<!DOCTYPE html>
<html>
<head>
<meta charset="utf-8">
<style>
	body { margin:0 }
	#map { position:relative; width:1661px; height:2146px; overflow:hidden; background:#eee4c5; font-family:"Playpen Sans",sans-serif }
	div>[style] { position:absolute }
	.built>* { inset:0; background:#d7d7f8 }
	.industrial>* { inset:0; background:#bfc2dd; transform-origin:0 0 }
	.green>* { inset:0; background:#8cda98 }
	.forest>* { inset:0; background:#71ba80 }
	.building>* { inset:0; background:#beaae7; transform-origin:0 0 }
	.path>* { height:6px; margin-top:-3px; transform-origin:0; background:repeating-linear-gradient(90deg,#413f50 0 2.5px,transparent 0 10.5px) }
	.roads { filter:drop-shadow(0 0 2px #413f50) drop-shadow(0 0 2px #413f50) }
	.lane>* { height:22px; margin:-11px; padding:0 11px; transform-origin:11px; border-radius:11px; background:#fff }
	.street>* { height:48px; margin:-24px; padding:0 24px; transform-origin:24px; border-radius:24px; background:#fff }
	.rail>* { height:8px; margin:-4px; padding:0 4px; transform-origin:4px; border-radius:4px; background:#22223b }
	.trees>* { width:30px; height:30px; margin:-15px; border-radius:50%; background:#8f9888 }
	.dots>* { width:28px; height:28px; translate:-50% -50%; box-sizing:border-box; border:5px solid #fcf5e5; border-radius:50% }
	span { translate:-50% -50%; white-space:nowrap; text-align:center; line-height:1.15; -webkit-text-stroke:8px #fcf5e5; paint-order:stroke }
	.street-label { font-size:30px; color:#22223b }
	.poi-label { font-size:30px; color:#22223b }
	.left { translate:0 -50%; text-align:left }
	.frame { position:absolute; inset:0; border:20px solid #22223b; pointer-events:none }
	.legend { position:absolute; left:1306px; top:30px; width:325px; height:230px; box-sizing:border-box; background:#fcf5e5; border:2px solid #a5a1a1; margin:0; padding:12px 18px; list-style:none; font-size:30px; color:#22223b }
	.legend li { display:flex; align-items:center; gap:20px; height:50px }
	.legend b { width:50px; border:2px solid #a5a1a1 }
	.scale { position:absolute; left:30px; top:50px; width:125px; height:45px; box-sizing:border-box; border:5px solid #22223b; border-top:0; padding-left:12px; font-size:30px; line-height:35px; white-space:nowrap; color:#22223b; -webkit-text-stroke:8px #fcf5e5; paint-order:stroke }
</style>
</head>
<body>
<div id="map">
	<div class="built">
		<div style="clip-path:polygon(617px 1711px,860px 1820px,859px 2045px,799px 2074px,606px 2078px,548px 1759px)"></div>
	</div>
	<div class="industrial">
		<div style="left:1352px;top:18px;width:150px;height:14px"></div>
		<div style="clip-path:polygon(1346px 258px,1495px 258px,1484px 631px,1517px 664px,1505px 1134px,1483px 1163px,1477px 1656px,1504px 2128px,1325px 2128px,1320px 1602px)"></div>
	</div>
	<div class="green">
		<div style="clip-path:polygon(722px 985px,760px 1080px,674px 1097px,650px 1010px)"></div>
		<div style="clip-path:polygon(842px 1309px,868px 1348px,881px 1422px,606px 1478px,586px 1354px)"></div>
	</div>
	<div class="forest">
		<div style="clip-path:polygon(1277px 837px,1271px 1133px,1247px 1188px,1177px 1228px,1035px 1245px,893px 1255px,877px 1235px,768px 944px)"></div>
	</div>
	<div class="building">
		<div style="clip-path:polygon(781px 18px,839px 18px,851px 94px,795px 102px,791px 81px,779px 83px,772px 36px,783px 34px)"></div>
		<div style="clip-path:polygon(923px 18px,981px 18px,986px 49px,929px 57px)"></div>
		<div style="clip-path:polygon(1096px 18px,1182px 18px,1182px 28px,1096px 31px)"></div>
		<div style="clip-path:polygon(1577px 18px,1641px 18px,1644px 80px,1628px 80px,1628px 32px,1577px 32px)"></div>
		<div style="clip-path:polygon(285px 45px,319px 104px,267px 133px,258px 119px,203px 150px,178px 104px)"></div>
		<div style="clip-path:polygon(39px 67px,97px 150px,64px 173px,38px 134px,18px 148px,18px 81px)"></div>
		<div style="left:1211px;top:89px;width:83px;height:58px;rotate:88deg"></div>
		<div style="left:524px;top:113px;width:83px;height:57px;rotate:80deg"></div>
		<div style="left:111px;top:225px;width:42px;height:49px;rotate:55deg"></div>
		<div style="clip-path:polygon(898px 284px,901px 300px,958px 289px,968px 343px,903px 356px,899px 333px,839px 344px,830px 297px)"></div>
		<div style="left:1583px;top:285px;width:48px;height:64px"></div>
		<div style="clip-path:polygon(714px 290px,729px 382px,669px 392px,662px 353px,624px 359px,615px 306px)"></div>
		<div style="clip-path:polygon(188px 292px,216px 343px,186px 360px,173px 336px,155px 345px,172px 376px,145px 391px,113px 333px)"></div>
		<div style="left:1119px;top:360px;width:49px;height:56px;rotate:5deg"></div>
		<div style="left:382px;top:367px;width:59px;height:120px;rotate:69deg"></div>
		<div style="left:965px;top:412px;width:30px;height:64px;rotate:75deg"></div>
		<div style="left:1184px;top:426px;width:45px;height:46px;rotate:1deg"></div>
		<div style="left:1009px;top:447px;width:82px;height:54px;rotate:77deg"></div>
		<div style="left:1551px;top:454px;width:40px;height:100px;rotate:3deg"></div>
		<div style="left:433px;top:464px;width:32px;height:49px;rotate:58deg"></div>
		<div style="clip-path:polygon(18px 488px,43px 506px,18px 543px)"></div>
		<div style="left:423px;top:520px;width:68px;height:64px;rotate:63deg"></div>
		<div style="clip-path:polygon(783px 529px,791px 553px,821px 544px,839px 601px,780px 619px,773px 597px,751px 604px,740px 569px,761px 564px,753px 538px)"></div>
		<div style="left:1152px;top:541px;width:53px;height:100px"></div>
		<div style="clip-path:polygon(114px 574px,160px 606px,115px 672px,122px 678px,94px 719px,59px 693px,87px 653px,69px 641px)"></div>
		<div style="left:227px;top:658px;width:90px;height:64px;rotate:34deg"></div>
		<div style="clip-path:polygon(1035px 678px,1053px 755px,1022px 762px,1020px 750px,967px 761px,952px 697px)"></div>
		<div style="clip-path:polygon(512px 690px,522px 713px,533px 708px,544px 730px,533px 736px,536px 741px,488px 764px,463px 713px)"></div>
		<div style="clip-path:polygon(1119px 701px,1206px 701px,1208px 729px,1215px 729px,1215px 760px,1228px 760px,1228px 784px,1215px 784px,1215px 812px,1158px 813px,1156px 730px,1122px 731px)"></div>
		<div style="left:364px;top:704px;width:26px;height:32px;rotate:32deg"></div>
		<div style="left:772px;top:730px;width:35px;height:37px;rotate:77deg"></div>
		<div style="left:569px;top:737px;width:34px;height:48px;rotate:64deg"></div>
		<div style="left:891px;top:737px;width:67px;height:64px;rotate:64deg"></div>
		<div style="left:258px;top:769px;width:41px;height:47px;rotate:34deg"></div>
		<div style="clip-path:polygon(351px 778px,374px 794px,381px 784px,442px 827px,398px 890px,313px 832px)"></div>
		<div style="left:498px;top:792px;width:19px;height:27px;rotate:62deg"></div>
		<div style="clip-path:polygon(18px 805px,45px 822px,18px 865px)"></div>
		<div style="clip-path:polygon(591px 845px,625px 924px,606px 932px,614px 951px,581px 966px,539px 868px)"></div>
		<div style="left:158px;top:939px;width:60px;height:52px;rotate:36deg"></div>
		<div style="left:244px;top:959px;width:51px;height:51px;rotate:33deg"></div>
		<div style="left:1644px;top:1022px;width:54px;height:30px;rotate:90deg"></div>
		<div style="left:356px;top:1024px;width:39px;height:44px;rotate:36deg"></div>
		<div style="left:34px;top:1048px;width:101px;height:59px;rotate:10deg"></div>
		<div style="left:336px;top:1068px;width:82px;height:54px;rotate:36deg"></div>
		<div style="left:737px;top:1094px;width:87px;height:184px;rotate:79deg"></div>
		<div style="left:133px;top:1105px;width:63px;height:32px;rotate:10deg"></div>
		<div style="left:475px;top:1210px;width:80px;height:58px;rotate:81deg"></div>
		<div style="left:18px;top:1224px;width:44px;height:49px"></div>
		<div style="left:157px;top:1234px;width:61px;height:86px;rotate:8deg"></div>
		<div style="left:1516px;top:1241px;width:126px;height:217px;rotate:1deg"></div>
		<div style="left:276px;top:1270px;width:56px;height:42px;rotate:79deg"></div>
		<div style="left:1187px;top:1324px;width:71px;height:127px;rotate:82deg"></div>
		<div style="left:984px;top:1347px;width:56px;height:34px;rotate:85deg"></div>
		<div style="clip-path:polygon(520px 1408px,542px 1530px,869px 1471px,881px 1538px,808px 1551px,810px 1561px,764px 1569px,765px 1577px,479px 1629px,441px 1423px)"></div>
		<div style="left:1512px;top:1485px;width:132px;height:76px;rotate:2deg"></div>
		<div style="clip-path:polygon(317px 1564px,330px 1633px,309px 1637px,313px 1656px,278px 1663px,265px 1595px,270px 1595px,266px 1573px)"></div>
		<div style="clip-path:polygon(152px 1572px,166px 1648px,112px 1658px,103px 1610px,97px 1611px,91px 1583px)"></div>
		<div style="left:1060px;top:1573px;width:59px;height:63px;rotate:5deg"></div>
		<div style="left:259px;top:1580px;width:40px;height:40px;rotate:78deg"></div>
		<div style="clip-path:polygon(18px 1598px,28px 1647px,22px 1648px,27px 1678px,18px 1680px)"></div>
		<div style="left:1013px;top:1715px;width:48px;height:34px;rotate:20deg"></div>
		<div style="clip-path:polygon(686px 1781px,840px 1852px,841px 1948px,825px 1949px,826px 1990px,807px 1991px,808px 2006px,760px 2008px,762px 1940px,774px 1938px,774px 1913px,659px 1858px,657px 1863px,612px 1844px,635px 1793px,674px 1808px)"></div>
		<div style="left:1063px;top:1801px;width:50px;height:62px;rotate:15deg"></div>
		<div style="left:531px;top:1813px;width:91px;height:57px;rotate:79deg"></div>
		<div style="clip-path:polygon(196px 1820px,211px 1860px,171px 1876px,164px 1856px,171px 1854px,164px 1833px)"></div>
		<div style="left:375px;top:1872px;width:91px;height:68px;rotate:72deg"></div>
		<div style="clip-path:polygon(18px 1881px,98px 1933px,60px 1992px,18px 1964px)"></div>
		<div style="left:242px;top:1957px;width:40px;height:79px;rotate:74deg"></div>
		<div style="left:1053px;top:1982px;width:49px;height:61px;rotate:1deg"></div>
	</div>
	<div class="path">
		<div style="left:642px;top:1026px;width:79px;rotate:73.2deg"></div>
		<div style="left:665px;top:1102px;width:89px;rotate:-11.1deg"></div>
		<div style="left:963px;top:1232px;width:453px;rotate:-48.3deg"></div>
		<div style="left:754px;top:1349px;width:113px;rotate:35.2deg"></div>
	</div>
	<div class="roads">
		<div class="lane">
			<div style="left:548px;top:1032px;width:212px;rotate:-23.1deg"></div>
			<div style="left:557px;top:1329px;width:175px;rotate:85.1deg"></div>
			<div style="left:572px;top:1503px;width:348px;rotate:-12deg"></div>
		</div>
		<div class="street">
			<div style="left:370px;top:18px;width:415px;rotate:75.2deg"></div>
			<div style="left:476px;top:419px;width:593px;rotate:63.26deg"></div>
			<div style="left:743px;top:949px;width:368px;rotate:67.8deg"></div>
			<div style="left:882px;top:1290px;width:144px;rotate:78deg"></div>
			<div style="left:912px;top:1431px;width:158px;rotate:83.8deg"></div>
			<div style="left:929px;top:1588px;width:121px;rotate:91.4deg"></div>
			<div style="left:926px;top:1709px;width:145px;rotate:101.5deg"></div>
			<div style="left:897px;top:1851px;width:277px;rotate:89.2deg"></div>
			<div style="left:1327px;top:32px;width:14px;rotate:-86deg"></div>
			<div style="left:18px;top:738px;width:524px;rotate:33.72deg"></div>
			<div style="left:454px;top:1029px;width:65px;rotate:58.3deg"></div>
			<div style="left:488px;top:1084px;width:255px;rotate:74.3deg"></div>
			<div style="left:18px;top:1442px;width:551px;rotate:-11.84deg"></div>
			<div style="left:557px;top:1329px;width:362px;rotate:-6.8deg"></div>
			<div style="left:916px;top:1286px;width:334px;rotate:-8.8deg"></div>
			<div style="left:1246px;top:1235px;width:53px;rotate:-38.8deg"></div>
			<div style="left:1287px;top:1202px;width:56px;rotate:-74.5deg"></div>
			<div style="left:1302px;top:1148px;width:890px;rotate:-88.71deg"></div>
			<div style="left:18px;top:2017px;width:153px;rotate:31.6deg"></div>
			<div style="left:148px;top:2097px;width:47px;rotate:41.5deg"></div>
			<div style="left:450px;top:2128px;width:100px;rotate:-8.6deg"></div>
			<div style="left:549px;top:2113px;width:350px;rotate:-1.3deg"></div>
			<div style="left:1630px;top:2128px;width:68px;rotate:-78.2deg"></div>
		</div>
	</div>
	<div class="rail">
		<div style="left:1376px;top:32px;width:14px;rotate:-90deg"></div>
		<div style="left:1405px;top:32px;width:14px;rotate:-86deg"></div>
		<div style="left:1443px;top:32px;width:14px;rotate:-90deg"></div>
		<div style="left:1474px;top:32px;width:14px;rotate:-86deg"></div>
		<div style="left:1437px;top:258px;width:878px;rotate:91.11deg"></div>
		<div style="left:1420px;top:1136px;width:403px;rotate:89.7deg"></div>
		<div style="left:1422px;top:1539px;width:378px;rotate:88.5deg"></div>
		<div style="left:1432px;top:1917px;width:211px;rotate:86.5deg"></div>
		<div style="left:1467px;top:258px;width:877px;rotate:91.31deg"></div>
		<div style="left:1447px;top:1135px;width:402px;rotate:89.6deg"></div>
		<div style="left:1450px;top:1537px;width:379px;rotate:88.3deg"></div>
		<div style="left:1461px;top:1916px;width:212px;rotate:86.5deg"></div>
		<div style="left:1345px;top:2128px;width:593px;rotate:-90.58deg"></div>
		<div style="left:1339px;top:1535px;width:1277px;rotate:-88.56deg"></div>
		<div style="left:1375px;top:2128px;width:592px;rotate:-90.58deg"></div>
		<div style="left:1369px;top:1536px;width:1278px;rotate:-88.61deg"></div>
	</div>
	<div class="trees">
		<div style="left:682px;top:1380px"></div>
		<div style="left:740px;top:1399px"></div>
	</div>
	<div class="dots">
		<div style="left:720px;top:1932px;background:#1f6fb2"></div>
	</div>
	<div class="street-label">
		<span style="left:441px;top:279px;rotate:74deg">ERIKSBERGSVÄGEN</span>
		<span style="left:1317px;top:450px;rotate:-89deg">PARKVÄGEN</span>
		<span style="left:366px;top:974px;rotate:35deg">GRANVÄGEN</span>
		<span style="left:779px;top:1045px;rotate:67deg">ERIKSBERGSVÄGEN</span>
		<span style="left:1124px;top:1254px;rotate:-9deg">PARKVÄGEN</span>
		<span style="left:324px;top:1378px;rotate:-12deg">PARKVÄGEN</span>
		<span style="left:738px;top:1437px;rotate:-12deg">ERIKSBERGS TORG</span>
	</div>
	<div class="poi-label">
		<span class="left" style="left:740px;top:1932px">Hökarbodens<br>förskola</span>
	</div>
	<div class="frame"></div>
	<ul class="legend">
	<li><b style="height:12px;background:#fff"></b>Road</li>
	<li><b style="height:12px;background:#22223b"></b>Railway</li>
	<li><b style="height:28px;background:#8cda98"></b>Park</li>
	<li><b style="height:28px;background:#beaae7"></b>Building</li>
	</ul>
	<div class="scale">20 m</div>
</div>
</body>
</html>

§ §

EXERCISE AIM: What is needed is every line from the data above that includes the string "lane", copied out.

FINISHED TASK:
	.lane>* { height:22px; margin:-11px; padding:0 11px; transform-origin:11px; border-radius:11px; background:#fff }
		<div class="lane">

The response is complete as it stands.